Я не знал, каким словом можно назвать чувство к Гуте, овладевшее мною. Да и не было необходимости знать это. Радость, восхищение, обожание, восторг от мысленных встреч с Гутей не могли, как мне казалось, выразиться ни в одном слове нашего языка. Во всяком случае, мое чувство к Гуте ни в коей мере нельзя было назвать любовью. Я даже стыдился думать, что его можно называть так просто. Оно было выше и значительнее обыкновенной любви. Мне хотелось видеть Гутю с ее насмешливо-таинственной улыбкой как можно чаще, и это было все, что требовалось мне в те дни. Но как я боялся, что она догадается о моем желании, о моем чувстве к ней! Мне хотелось, чтобы все это и навсегда осталось моей тайной.
Нечего и говорить, что в то время для меня стала совершенно нетерпимой Полинка. Боясь жестоко нагрубить ей и тем вызвать неудовольствие ее элегантной мамочки, я пускался на всякие хитрости, чтобы избегать встреч с маленькой и миленькой соседкой. Но мне так-таки и не удалось избежать объяснения с ее настойчивой матерью. Однажды она заговорила со мной через забор:
— Скажите откровенно, почему вы избегаете моей Полиночки? Ведь она умная девочка!
— Да некогда мне, — ответил я, от стыда будто уходя по колено в землю.
— Вы стали даже каким-то затворником. По-моему, вы прячетесь от нее…
— Да пусть она играет со своей ровней!
— А разве вам она не ровня?
— Она же совсем дите…
— Как вы ошибаетесь! Когда-нибудь вы поймете это…
…Вскоре жизнь неожиданно сильно омрачила мое тайное счастье. Когда был подготовлен очередной спектакль, я раздобыл билеты для Гути и ее подруги. Рискуя разоблачить себя, несколько раз прошелся по улице мимо поповского дома. Окна горницы были раскрыты, но занавешены, а подоконники сплошь заставлены горшками, над которыми пышными букетами пылали розоватые цветы.

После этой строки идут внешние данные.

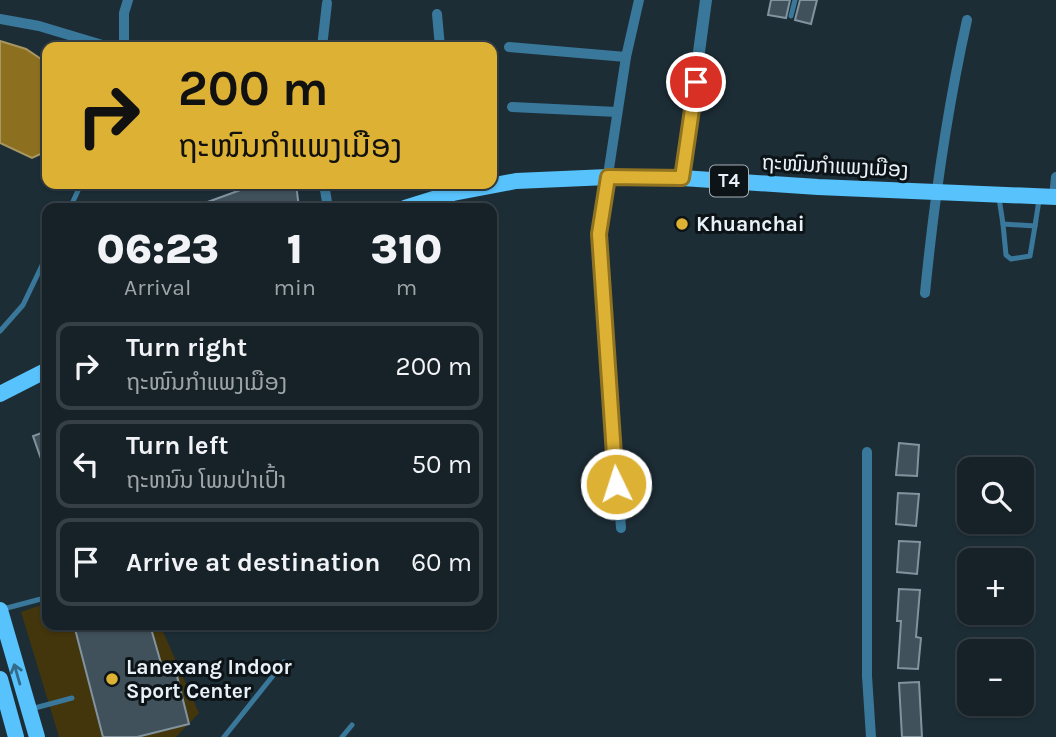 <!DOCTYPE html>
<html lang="en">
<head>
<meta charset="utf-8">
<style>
	:root { --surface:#162228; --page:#1f2a30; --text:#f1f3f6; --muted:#9ea4a8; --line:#353f45 }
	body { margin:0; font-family:Karla,"Noto Sans Lao",sans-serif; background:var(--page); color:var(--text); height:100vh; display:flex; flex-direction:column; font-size:26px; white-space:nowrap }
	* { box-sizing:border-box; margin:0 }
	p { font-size:23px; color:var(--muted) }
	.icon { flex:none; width:38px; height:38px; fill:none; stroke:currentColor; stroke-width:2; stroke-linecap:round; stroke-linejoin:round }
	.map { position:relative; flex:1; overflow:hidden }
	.panel { position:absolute; left:42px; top:203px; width:455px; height:427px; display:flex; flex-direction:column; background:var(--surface); border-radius:14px; box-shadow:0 2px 5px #0004,0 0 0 2px var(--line) }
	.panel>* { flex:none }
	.guide { position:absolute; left:42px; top:42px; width:455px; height:147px; border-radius:14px; box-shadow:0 2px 5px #0004,0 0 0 2px var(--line); background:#ddb133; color:#111; overflow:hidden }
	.buttons { position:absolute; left:957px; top:457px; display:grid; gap:14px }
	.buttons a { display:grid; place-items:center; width:77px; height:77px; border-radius:14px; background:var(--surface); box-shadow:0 2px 5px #0004,0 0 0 2px var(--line); font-size:35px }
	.pin { position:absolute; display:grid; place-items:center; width:60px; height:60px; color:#fff; margin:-30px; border:4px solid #fff; border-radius:50%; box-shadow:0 2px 7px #0007 }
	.me { position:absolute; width:77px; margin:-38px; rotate:356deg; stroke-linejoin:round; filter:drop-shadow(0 0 5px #0008) }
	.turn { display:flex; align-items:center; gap:24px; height:147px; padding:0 21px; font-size:32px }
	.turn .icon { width:91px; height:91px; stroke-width:2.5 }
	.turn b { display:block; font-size:49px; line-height:60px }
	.eta { display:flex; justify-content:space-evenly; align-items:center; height:119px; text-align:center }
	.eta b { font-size:42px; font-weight:800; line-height:49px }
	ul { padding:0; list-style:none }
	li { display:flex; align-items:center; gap:21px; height:88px; margin:0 14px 10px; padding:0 7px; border:4px solid var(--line); border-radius:14px }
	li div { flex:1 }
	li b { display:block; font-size:26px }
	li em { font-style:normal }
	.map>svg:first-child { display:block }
	.green { fill:#43350c }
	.water { fill:#8c7020; stroke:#a89761; stroke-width:2 }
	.building { fill:#41515b; stroke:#81939e; stroke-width:2 }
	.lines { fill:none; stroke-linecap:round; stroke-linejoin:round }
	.service { stroke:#39789a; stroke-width:5 }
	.minor { stroke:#39789a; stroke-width:10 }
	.tertiary { stroke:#39789a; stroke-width:12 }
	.primary { stroke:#57c2fb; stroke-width:16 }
	.oneway { stroke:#326b8a }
	.route-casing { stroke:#907321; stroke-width:18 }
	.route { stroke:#ddb133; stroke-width:12 }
	.poi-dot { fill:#ddb133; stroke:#0d1418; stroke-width:2.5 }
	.labels { text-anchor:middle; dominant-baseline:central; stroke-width:6; stroke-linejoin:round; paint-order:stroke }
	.shield { fill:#0d1418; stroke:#a6afb5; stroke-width:2 }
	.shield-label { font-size:19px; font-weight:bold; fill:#e8f1f8 }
	.street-label { font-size:21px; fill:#e8f1f8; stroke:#0d1418 }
	.poi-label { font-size:21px; font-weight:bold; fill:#e8f1f8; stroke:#0d1418; text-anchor:start }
</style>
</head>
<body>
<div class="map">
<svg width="1056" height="737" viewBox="0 0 1056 737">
	<rect width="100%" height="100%" fill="#1d2d36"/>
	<polygon class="green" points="47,603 47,625 160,625 199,713 176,737 59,737 21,612"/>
	<polygon class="water" points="0,41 26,49 47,63 47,151 32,158 0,143"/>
	<g class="building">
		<polygon points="771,0 790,0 786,18 768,15"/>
		<polygon points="800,0 817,0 811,24 795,20"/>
		<polygon points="257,184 261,184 263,189 296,184 299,208 191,208"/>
		<polygon points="47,431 47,473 46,473 33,436"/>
		<polygon points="899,443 919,445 917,476 896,475"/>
		<polygon points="898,493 919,494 916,526 896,524"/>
		<polygon points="899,541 920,542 917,574 897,572"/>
		<polygon points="899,589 920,590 916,637 921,638 918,669 898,668 901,621 897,621"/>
		<polygon points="74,625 150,625 163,670 175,668 189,724 137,737 103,737"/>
		<polygon points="919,682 922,737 902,737 899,683"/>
	</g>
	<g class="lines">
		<g class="service">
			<polyline points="791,16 795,0"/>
			<polyline points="999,198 1003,224 1035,226 1039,200"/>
			<polyline points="70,208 81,184"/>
			<polyline points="1003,224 1006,255 1011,259 1030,256 1035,226"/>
			<polyline points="0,331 23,305 47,255"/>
			<polyline points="3,609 41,599"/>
			<polyline points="31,709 72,698"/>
			<polyline points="224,737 284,662"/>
			<polyline points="342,737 352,725"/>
		</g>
		<g class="minor">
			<polyline points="437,14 440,47"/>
			<polyline points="0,19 39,26 109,47"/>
			<polyline points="124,47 124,13 128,0"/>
			<polyline points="322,47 327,3"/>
			<polyline points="509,47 626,57"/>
			<polyline points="512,107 617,112"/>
			<polyline points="324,184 328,208"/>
			<polyline points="1054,197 1056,177"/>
			<path d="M925,293C934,201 947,110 967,20"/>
			<polyline points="867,452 867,676 871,737"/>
			<polyline points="621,528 599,234 626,57 639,0"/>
		</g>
		<polyline class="tertiary" points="682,178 706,0"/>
		<g class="primary">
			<polyline points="405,208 453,193 516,181 608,177 682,178 818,187 1056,197"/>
			<polyline points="0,394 47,370"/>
			<polyline points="0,610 37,737"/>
			<polyline points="0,679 16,737"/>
		</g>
	</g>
	<defs><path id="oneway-shaft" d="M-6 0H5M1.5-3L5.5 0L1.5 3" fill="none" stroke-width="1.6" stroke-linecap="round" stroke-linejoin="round" transform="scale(1.75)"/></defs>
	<use class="oneway" href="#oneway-shaft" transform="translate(17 674) rotate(-106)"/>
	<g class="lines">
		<g class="route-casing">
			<polyline id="route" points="616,484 599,234 608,177 682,178 696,82"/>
		</g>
		<use href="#route" class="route"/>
	</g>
	<g class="poi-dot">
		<circle cx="682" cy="224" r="7"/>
		<circle cx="112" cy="679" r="7"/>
	</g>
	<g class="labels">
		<rect class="shield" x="710" y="165.5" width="38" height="31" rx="5"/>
		<g class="shield-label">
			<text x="729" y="181">T4</text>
		</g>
		<g class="street-label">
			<text transform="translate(835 166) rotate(3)">ຖະໜົນກຳແພງເມືອງ</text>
		</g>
		<g class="poi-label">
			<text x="696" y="224">Khuanchai</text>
			<text x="126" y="667">Lanexang Indoor<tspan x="126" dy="24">Sport Center</tspan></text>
		</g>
	</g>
</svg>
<div class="buttons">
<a><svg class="icon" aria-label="search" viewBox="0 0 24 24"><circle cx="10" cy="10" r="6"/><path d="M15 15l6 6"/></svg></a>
<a>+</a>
<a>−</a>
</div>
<div class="pin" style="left:696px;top:82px;background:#d93025"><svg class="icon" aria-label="arrive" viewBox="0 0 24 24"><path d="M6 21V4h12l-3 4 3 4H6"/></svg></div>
<svg class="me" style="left:616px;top:484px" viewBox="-20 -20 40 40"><circle r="17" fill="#ddb133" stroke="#fff" stroke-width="3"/><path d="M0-11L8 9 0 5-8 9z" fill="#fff"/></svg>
<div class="guide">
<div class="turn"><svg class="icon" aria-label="right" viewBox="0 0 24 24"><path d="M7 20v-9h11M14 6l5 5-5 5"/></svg><div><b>200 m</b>ຖະໜົນກຳແພງເມືອງ</div></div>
</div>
<section class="panel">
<div class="eta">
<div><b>06:23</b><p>Arrival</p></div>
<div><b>1</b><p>min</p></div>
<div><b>310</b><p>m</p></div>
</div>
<ul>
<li><svg class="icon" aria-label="right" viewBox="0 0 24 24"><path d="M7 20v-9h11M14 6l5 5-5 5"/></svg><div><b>Turn right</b><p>ຖະໜົນກຳແພງເມືອງ</p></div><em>200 m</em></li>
<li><svg class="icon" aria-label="left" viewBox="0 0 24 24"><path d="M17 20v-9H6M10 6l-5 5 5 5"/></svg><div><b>Turn left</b><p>ຖະຫນົນ ໂພນປ່າເປົ້າ</p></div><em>50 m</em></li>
<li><svg class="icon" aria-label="arrive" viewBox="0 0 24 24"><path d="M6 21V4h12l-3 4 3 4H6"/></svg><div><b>Arrive at destination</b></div><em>60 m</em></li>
</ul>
</section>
</div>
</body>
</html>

И все же я надеялся, что Гутя почувствует мою близость и выглянет в окно. Этого, к огорчению, не произошло.
Но вечером я так и вытаращил глаза: Гутя и ее подруга явились в Народный дом! У них были билеты на спектакль, были! Но кто же раздобыл им эти билеты? Кто? Как ни в чем не бывало Гутя подала билеты контролеру у дверей, мне, стоявшему поблизости, кивнула головой и улыбнулась ласково-преласково…
Я был ошеломлен. Кто же он, раздобывший для нее билеты? Кто?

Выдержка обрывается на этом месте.